## What you should do
In the data below, find the line that contains "M2 1375 71 1306 512 913" and the line that contains "M107 1861 159 1794". Copy both, plus every line between them, exactly.

Records from a data collection
________________________
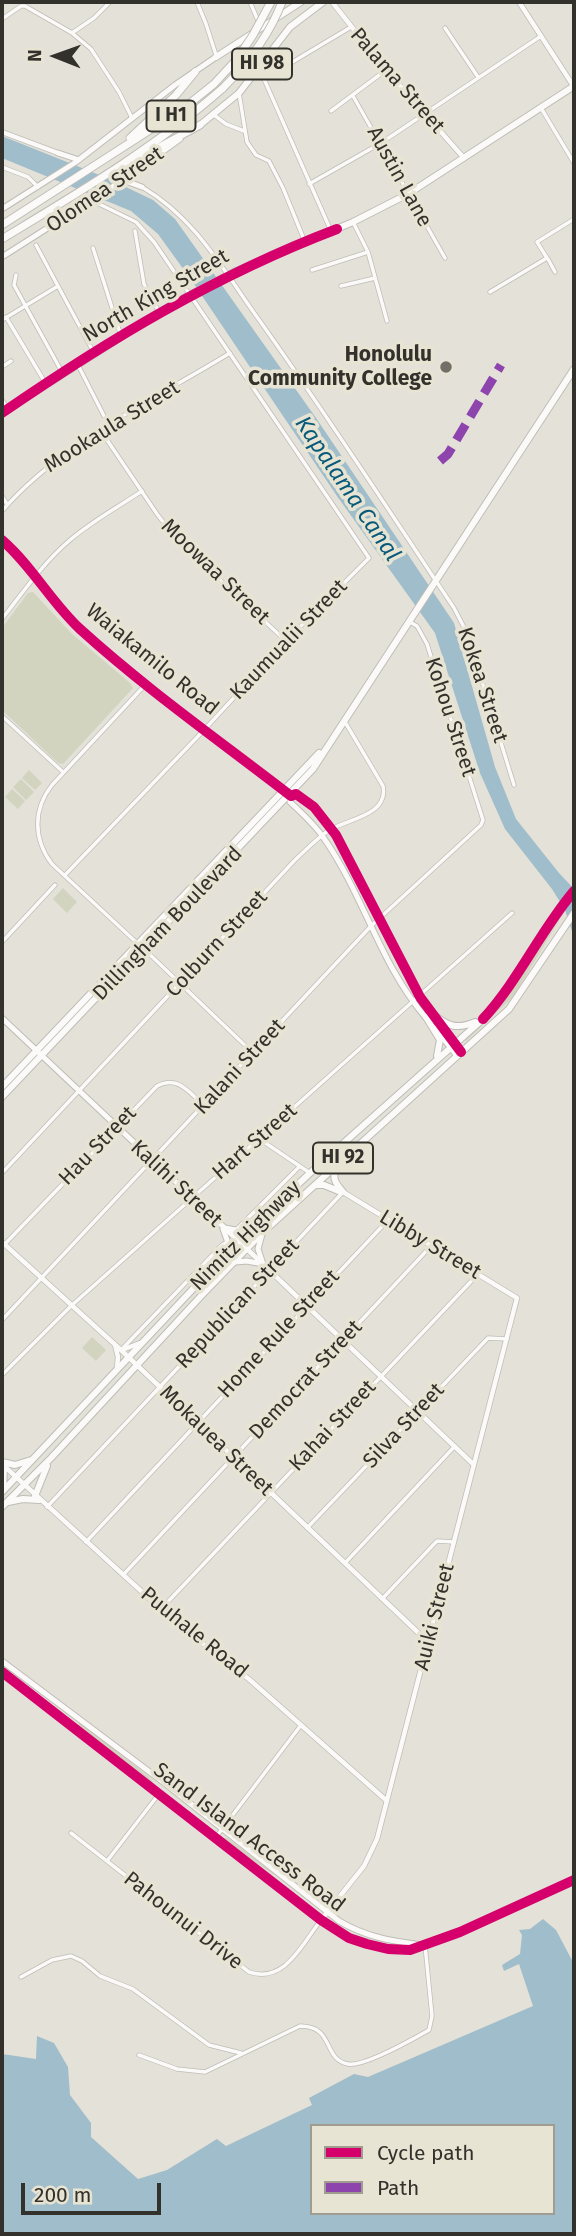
<!DOCTYPE html>
<html>
<head>
<meta charset="utf-8">
<style>
  body { margin:0 }
  #map { position:relative; width:576px; height:2236px; overflow:hidden; background:#e3e1d8; font-family:"Fira Sans",sans-serif }
  canvas { display:block }
  .frame { position:absolute; inset:0; border:4px solid #33312b; pointer-events:none }
  .legend { position:absolute; left:310px; top:2124px; width:245px; height:91px; box-sizing:border-box; background:#e8e4d3; border:2px solid #a09c90; margin:0; padding:9px 12px; list-style:none; font-size:21px; color:#33312b }
  .legend li { display:flex; align-items:center; gap:14px; height:35px }
  .legend b { width:35px; border:2px solid #a09c90 }
  .north { position:absolute; left:21px; top:21px; width:70px; height:70px; -webkit-text-stroke:5px #e8e4d3; paint-order:stroke; rotate:271deg; font-size:19px; font-weight:700; line-height:28px; text-align:center; color:#33312b }
  .north::after { content:''; display:block; margin:auto; width:24px; height:32px; background:#33312b; clip-path:polygon(50% 0,100% 100%,50% 72%,0 100%) }
  .scale { position:absolute; left:21px; top:2183px; width:140px; height:32px; box-sizing:border-box; border:4px solid #33312b; border-top:0; padding-left:9px; font-size:21px; line-height:24px; white-space:nowrap; color:#33312b; -webkit-text-stroke:5px #e8e4d3; paint-order:stroke }
</style>
</head>
<body>
<div id="map">
<canvas width="576" height="2236"></canvas>
<div class="frame"></div>
<ul class="legend">
<li><b style="height:9px;background:#d6006c"></b>Cycle path</li>
<li><b style="height:9px;background:#8e44ad"></b>Path</li>
</ul>
<div class="north">N</div>
<div class="scale">200 m</div>
</div>
<script>
const ctx = document.querySelector('canvas').getContext('2d');
ctx.lineJoin = 'round';
function fillPath(path, color) { ctx.fillStyle = color; ctx.fill(path, 'evenodd'); }
function stroke(path, color, width, dash) { ctx.strokeStyle = color; ctx.lineWidth = width; ctx.lineCap = dash ? 'butt' : 'round'; ctx.setLineDash(dash || []); ctx.stroke(path); }
function write(font, color, halo, rows, align = 'center') {
  ctx.font = font + ' "Fira Sans",sans-serif'; ctx.lineWidth = 7; ctx.setLineDash([]); ctx.textBaseline = 'middle'; ctx.strokeStyle = halo; ctx.fillStyle = color; for (const [text, x, y, turn = 0] of rows) {
    ctx.save(); ctx.translate(x, y); ctx.rotate((+turn || 0) * Math.PI / 180); ctx.textAlign = isNaN(turn) ? turn : align; if (halo) ctx.strokeText(text, 0, 0); ctx.fillText(text, 0, 0); ctx.restore();
  }
}
fillPath(new Path2D(`
  M33 592 72 634 130 683 133 688 63 764 58 763 2 710V628L28 593Z
  M29 770 42 783 35 790 22 778Z
  M21 779 34 792 26 800 13 787Z
  M12 789 25 801 18 809 5 797Z
  M63 888 77 902 67 913 53 899Z
  M562 905 565 910 514 996 466 1041 464 1039 503 1002Z
  M384 940 388 941 415 992V996Z
  M92 1337 106 1350 96 1361 82 1348Z
  M80 1723 149 1777 156 1786 77 1726Z
  M227 1838 274 1874V1875L225 1841 224 1838Z`), '#d2d4c0');
fillPath(new Path2D(`
  M2 136 107 178 153 200 175 219 316 418 454 623 495 767 516 819 559 873 574 889V937L565 910 552 889 505 829 480 773 435 633 337 496 192 281 158 234 131 211 2 158Z
  M543 1919 556 1930 574 1964V2234H2V2054L36 2059 37 2036 54 2043 68 2067 70 2095 91 2123V2137L138 2179 167 2170 217 2139 226 2146 312 2105 309 2098 354 2074 368 2077 533 2006 519 1964 504 1971 502 1965 520 1954 522 1935 519 1930 530 1929ZM312 2126H553V2213H312Z`), '#9fbdca');
const minor = new Path2D(`
  M197 2 206 24 216 55
  M250 2 259 23
  M2 19 21 6H25L72 33 91 49 119 92 132 118
  M445 28 478 77
  M72 33 94 18 110 2
  M239 93 247 142 256 155 269 161 283 188 305 242
  M353 96 445 258
  M541 108 574 163
  M331 111 386 70
  M214 115 226 124 244 131
  M2 167 28 177 38 187
  M309 184 381 143 541 36
  M142 187C195 218 222 268 257 317 325 412 389 511 454 608L467 633 514 785
  M353 222 368 252 387 321
  M135 231 144 284 159 312
  M331 231 264 79 351 27
  M36 245 94 353
  M93 248 121 336
  M548 259 555 272
  M312 270 368 252
  M16 275 14 285 63 374
  M341 286 375 278
  M490 292 547 258 537 242 574 219
  M6 317 46 384
  M2 320 58 286
  M78 365 104 416
  M2 367 11 361
  M2 400 8 409
  M101 431 157 514 177 540 286 641
  M2 496 7 504
  M2 511C61 443 153 400 230 353
  M2 619C23 592 43 563 70 540 92 521 118 507 142 491
  M2 716 63 772
  M65 875 205 729 286 641 369 558 154 242 136 222 93 201
  M2 942 55 885
  M137 943 52 864C33 839 33 809 52 785L145 685
  M143 948 253 1053
  M258 1138 310 1173
  M2 1173 295 860C306 850 316 839 328 831 346 819 389 816 383 786L345 722
  M236 1230 299 1167
  M2 1247 157 1086C178 1075 188 1092 204 1105
  M2 1320 371 926 481 825 483 820 427 644 417 626 410 622
  M121 1350 222 1245 228 1242
  M2 1375 71 1306 512 913
  M47 1507 343 1192
  M307 1528 488 1338 507 1339
  M86 1542 388 1220
  M345 1563 455 1446
  M123 1575 431 1246
  M382 1599 437 1541 454 1542
  M161 1609 478 1274
  M71 1833 249 1972C285 1984 302 1944 321 1920
  M216 1837 301 1725
  M107 1861 159 1794
  M21 1977 52 1960 71 1956 82 1961 100 1976 133 1989 209 2045 241 2053
  M139 2055 177 2069 205 2072 300 2026C335 2026 322 2059 348 2064 364 2067 415 2038 429 2030L432 2016 425 1945`);
const tertiary = new Path2D(`
  M332 2 386 70 464 158
  M519 2 574 87
  M2 132 58 153
  M2 1242 121 1350 428 1642
  M247 1249 473 1464
  M115 1345 118 1357 117 1368
  M122 1350 140 1343
  M3 1465 175 1622 250 1680 387 1801
  M321 1920 364 1866 377 1839 517 1298 343 1192`);
const secondary = new Path2D(`
  M58 153 79 160
  M123 180 142 187
  M2 209 76 162 175 85 216 57
  M2 257 123 180 180 139
  M2 540C32 566 51 602 80 629 144 688 217 739 286 793
  M291 796 296 794 314 807 336 835 420 997 461 1052
  M291 796 290 802C302 813 314 824 323 837 364 895 379 963 426 1018
  M2 1018 247 1249
  M435 1028 457 1056
  M225 1228 241 1231 249 1229
  M223 1229 227 1240 228 1253
  M262 1234 258 1249 263 1264
  M235 1262 247 1261 263 1264
  M2 1661 167 1785 339 1921C366 1937 391 1941 421 1945
  M2 1672 321 1920 349 1938 367 1944 388 1949 410 1950 460 1932 574 1880`);
const primary = new Path2D(`
  M216 57 301 2
  M200 125 239 93 290 27 323 2
  M2 413 176 302 234 272 353 222 408 194 574 86
  M433 1014C448 1026 456 1030 475 1022
  M426 1017 440 1040 437 1056
  M2 1087 319 753
  M2 1097 313 769 574 369
  M337 1166C331 1178 336 1184 343 1192
  M315 1185H324L341 1192
  M2 1462 15 1465 31 1460
  M3 1491 4 1466
  M2 1492 238 1241 310 1173 483 1019C519 980 540 931 574 891
  M35 1496 47 1466
  M8 1502 23 1499 39 1500
  M2 1507 51 1458 201 1296 262 1233 509 1009 574 913`);
const motorway = new Path2D(`
  M130 138 176 95 195 72
  M119 169 200 125
  M2 225 184 108 214 84 237 59
  M2 239C78 193 156 147 223 88`);
stroke(minor, '#bfbdb6', 5);
stroke(tertiary, '#bfbdb6', 6);
stroke(secondary, '#bfbdb6', 7);
stroke(primary, '#bfbdb6', 8);
stroke(motorway, '#bfbdb6', 9);
stroke(minor, '#fbfaf9', 3.5);
stroke(tertiary, '#fbfaf9', 4.5);
stroke(secondary, '#fbfaf9', 5);
stroke(primary, '#fbfaf9', 6);
stroke(motorway, '#fbfaf9', 7);
const motorwayBridge = new Path2D(`
  M237 59 253 35 271 2
  M223 88C247 64 270 34 282 2`);
stroke(motorwayBridge, '#bfbdb6', 9, []);
stroke(motorwayBridge, '#fbfaf9', 7);
stroke(new Path2D(`
  M440 461 448 454 501 365`), '#8e44ad', 9, [18, 9]);
stroke(new Path2D(`
  M2 413C108 340 216 275 337 229
  M2 540C32 566 51 602 80 629 146 689 220 741 291 796
  M291 796 296 794 314 807 336 835 420 997 461 1052
  M483 1019C519 980 540 931 574 891
  M2 1672 321 1920 349 1938 367 1944 388 1949 410 1950 460 1932 574 1880`), '#d6006c', 10);
for (const [x, y, r, color] of [
  [446,367,7,"#716f68"]
]) { const dot = new Path2D(); dot.arc(x, y, r, 0, 2 * Math.PI); ctx.fillStyle = color; ctx.fill(dot); stroke(dot, '#e8e4d3', 2.5); }
for (const [x, y, w] of [
  [262,64,60],
  [171,116,49],
  [343,1158,60]
]) { const box = new Path2D(); box.roundRect(x - w / 2, y - 15.5, w, 31, 5); ctx.fillStyle = '#e8e4d3'; ctx.fill(box); stroke(box, '#33312b', 2); }
write('bold 19px', '#33312b', null, [
  ["HI 98",262,64],
  ["I H1",171,116],
  ["HI 92",343,1158]
]);
write('21px', '#33312b', '#e8e4d3', [
  ["Palama Street",397,81,49],
  ["Austin Lane",399,177,61],
  ["Olomea Street",105,190,-34],
  ["North King Street",156,296,-30],
  ["Mookaula Street",112,427,-32],
  ["Moowaa Street",215,572,44],
  ["Kaumualii Street",289,640,-46],
  ["Waiakamilo Road",152,660,39],
  ["Kokea Street",482,685,72],
  ["Kohou Street",450,717,72],
  ["Dillingham Boulevard",168,924,-46],
  ["Colburn Street",217,944,-47],
  ["Kalani Street",240,1067,-47],
  ["Hart Street",255,1142,-41],
  ["Hau Street",98,1146,-46],
  ["Kalihi Street",176,1184,43],
  ["Nimitz Highway",246,1236,-45],
  ["Libby Street",430,1245,31],
  ["Republican Street",238,1304,-47],
  ["Home Rule Street",279,1334,-47],
  ["Democrat Street",306,1380,-47],
  ["Kahai Street",333,1426,-47],
  ["Silva Street",404,1426,-47],
  ["Mokauea Street",216,1441,44],
  ["Auiki Street",435,1617,-76],
  ["Puuhale Road",194,1633,39],
  ["Sand Island Access Road",249,1838,37],
  ["Pahounui Drive",183,1921,38]
]);
write('bold 21px', '#33312b', '#e8e4d3', [
  ["Honolulu",432,355],
  ["Community College",432,379]
], 'right');
write('italic 23px', '#085a7b', '#e8e4d3', [
  ["Kapalama Canal",347,489,56]
]);
</script>
</body>
</html>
________________________
## Solved exercise
  M2 1375 71 1306 512 913
  M47 1507 343 1192
  M307 1528 488 1338 507 1339
  M86 1542 388 1220
  M345 1563 455 1446
  M123 1575 431 1246
  M382 1599 437 1541 454 1542
  M161 1609 478 1274
  M71 1833 249 1972C285 1984 302 1944 321 1920
  M216 1837 301 1725
  M107 1861 159 1794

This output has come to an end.